Information provided:
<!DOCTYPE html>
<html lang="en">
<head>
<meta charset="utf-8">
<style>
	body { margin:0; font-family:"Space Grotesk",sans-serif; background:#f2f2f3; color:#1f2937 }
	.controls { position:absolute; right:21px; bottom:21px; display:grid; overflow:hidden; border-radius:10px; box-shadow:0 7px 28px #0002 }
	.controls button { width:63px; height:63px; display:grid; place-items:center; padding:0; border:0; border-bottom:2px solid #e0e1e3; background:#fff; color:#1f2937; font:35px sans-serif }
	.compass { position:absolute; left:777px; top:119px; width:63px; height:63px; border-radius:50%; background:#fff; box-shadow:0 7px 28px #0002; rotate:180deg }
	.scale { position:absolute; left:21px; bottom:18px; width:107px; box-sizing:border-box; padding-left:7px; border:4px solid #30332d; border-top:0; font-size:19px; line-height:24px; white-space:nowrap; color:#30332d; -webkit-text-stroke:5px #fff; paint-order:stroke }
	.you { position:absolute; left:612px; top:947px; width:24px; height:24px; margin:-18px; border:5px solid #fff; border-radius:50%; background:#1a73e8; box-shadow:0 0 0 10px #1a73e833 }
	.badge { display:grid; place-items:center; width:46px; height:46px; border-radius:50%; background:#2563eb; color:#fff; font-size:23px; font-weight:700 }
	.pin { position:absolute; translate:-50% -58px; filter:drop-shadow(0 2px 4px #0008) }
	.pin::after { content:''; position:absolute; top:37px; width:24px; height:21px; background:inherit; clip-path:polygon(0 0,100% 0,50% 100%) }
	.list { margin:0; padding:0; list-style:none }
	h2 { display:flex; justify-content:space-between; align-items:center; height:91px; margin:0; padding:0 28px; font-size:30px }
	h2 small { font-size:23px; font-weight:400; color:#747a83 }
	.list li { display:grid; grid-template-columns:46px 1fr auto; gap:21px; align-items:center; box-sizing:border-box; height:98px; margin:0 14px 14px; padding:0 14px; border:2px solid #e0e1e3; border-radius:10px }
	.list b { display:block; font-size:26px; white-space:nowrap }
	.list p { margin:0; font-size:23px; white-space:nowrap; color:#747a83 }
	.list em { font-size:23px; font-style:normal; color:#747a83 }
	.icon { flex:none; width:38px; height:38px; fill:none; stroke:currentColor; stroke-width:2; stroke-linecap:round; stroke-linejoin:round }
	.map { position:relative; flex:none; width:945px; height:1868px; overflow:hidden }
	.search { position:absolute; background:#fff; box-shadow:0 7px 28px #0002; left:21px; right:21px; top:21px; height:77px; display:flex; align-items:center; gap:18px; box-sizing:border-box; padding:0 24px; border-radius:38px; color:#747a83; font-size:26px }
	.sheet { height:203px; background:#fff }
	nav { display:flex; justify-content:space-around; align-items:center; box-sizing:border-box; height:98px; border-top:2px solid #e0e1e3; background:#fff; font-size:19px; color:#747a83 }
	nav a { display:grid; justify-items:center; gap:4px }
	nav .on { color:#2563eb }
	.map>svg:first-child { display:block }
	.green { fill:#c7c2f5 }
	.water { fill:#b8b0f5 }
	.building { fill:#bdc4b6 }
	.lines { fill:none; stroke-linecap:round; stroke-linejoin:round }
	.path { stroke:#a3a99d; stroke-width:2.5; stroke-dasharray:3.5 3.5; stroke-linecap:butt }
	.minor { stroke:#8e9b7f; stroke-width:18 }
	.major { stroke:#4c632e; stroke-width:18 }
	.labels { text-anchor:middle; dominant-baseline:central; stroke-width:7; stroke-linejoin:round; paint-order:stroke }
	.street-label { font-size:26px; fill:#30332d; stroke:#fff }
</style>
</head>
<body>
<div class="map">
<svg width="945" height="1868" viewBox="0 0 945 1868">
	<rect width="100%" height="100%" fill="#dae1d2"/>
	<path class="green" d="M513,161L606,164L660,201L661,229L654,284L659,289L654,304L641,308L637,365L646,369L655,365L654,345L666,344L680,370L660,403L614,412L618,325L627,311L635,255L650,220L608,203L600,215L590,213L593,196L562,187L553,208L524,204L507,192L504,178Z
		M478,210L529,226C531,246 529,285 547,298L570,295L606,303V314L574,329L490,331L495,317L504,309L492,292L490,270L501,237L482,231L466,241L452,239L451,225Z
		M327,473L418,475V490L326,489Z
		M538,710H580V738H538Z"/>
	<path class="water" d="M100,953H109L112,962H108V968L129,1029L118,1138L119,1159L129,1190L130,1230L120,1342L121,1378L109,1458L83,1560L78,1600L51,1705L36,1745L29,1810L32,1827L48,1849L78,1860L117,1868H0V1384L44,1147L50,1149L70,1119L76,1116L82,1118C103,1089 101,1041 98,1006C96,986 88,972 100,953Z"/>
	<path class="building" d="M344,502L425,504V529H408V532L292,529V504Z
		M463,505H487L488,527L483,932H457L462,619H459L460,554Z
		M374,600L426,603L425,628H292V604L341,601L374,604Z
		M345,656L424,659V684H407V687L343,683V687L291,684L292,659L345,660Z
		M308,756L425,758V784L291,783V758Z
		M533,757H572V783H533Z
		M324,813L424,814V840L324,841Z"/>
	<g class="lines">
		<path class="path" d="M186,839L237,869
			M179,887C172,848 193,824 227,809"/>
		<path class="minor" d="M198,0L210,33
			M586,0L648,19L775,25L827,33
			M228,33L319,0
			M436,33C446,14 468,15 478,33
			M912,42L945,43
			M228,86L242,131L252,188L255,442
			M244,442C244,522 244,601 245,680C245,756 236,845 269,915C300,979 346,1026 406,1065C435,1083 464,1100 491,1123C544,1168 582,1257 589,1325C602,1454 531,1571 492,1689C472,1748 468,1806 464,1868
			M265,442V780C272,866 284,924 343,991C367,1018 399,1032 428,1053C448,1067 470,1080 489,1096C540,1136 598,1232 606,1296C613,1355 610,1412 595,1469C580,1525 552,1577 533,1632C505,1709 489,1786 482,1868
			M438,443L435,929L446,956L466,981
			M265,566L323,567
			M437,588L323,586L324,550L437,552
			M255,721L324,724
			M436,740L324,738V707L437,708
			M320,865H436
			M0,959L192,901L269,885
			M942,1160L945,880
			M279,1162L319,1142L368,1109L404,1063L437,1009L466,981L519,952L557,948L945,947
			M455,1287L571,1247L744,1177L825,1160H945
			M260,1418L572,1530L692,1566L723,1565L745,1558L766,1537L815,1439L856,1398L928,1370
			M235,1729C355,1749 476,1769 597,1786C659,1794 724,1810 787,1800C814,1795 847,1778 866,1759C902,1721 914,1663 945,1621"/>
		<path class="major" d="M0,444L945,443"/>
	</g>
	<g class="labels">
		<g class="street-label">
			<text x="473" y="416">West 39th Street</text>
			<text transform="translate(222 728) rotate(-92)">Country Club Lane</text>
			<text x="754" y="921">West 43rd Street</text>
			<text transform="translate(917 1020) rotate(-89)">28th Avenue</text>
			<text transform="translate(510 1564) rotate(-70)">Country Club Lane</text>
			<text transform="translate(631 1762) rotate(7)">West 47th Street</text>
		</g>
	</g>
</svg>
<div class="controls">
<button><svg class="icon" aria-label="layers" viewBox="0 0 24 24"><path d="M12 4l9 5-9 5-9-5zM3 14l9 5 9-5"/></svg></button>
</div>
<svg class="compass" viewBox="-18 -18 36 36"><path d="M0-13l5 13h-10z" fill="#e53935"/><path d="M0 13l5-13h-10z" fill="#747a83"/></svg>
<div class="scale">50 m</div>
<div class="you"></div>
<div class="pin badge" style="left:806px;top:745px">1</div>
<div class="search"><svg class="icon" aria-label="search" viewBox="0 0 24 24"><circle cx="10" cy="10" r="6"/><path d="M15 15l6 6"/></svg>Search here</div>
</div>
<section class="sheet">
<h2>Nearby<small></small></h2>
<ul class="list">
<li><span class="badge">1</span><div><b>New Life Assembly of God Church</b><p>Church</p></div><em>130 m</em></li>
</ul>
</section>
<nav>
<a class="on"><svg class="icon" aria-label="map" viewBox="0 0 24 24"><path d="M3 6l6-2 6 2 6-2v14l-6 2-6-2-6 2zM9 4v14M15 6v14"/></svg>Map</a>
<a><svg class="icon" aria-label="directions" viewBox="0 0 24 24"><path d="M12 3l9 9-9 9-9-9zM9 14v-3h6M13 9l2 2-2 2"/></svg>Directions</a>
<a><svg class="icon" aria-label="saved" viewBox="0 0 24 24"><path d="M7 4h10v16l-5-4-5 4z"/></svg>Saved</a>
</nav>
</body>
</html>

Task requirements: Up to and including the line with "position:absolute; right:21px; bottom:21px;", output each line of the entries above exactly, starting from the first.

Result of this task:
<!DOCTYPE html>
<html lang="en">
<head>
<meta charset="utf-8">
<style>
	body { margin:0; font-family:"Space Grotesk",sans-serif; background:#f2f2f3; color:#1f2937 }
	.controls { position:absolute; right:21px; bottom:21px; display:grid; overflow:hidden; border-radius:10px; box-shadow:0 7px 28px #0002 }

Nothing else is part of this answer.